In its best moments, Jesse Peretz's Our Idiot Brother (The Weinstein Company) has the translucent sparkle of one of those French comedies that chronicle the romantic follies of attractive, cultured young people. This little movie isn't a fully accomplished farce—it veers toward sentimentality—but the fact that Peretz even gestures in the direction of farce is somehow cheering. It indicates that there's room in the current landscape of American comedy for that venerable subgenre, alongside the knuckle-dragging dude comedies and cutely glib rom-coms that currently dominate the screens.

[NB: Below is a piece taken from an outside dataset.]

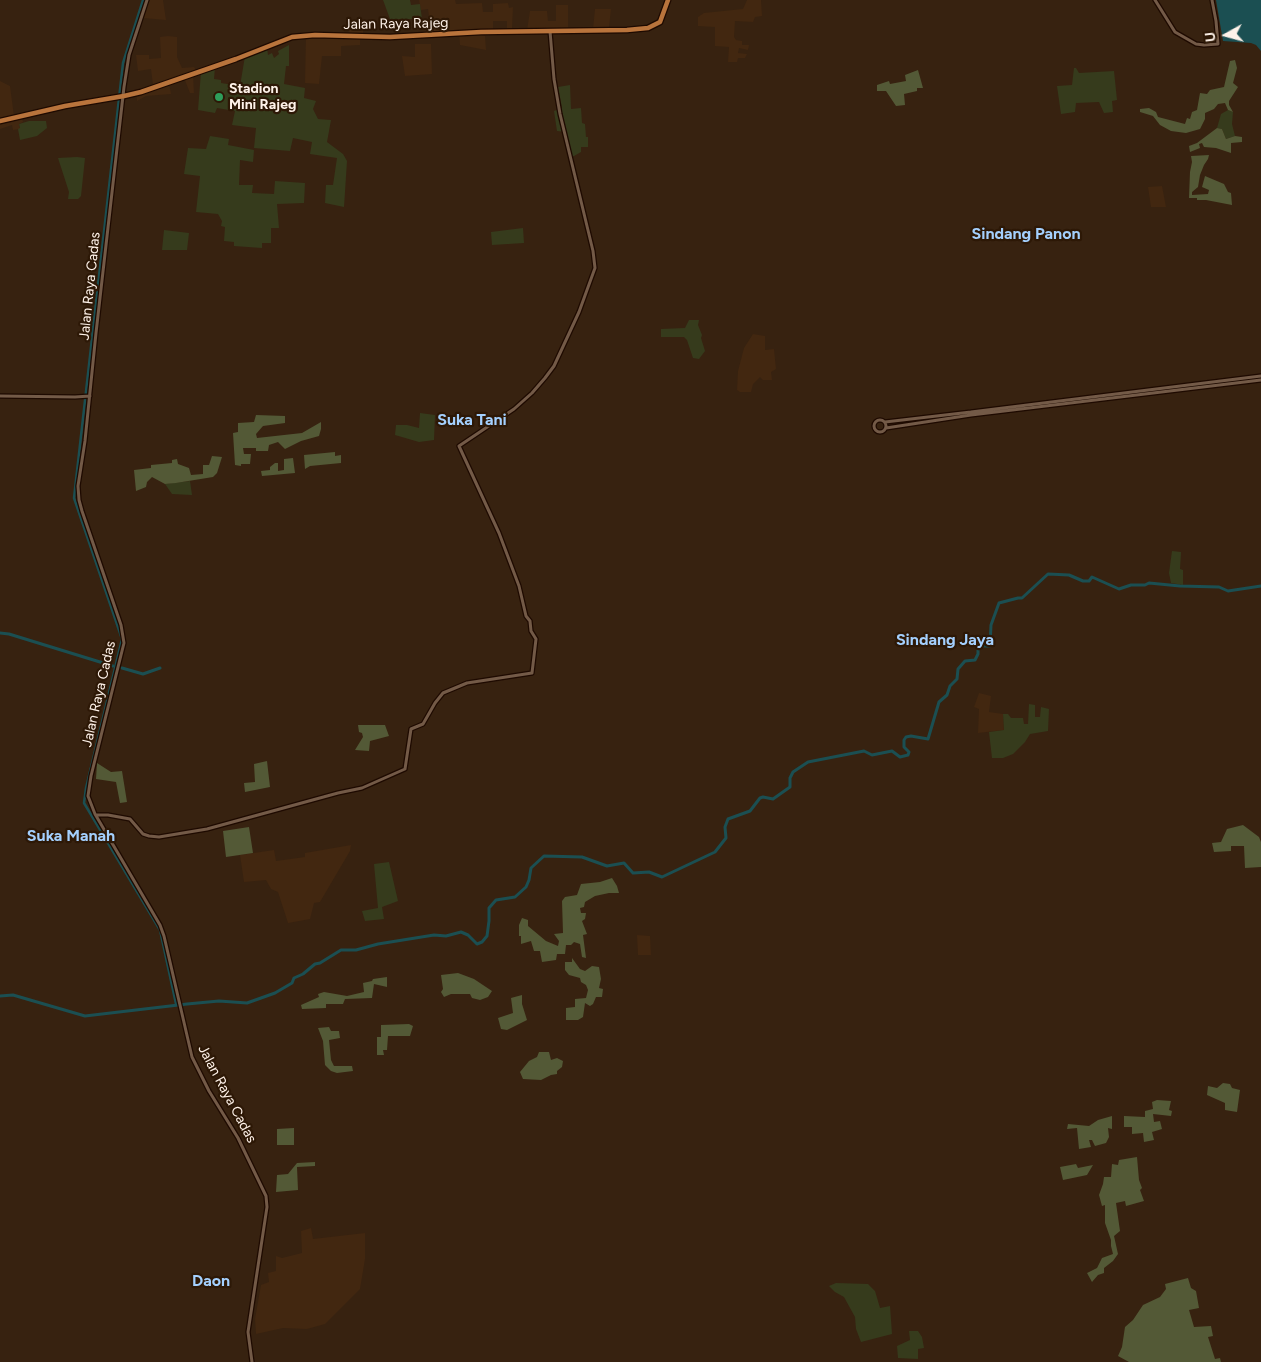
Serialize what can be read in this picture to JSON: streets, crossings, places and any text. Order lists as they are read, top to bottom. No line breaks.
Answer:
{"streets":{"main road":["Jalan Raya Rajeg"],"street":["Jalan Raya Cadas"]},"crossings":[["Jalan Raya Rajeg","Jalan Raya Cadas"]],"districts":["Sindang Panon","Suka Tani","Sindang Jaya","Suka Manah","Daon"],"places":["Stadion Mini Rajeg"],"north":"left"}
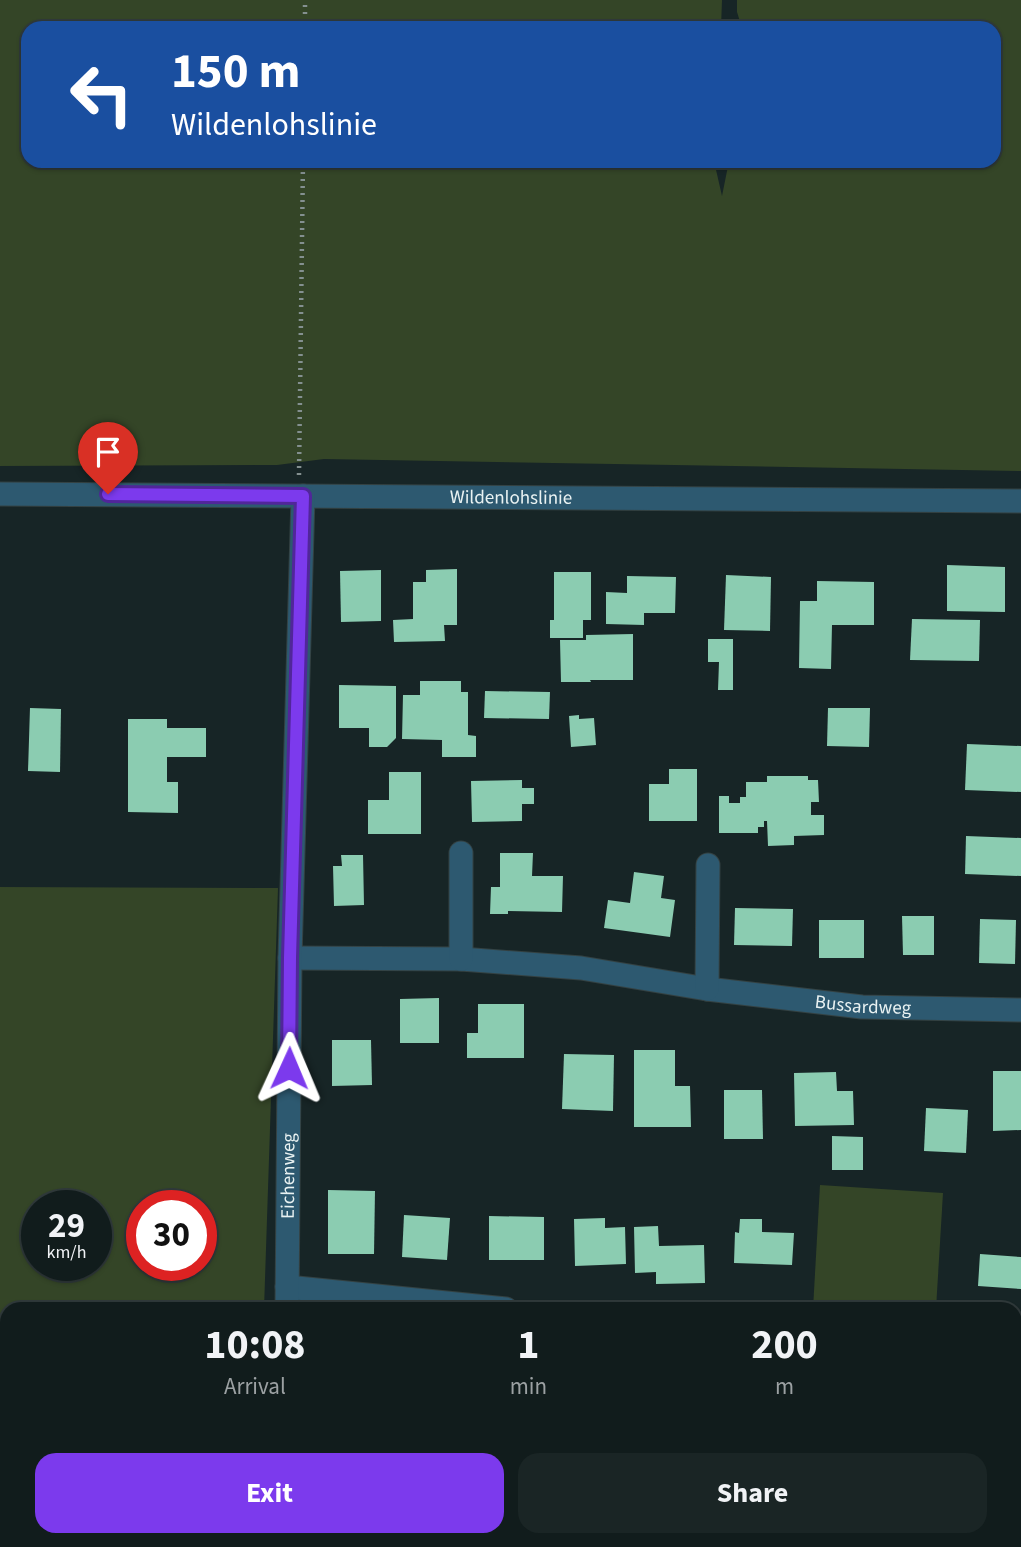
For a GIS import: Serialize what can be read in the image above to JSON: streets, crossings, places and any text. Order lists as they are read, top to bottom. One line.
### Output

Ned Rochlin (Paul Rudd) is a biodynamic farmer so guileless and trusting that he sells a bag of weed to a uniformed police officer. (To be fair, the cop's "just between us, bro" act was a clear case of entrapment.) After he serves his time, Ned leaves jail to find that his girlfriend (Kathryn Hahn, nailing the passive-aggressive hippie type with precision) has been cheating on him and, worse, won't relinquish custody of Ned's beloved dog, Willie Nelson.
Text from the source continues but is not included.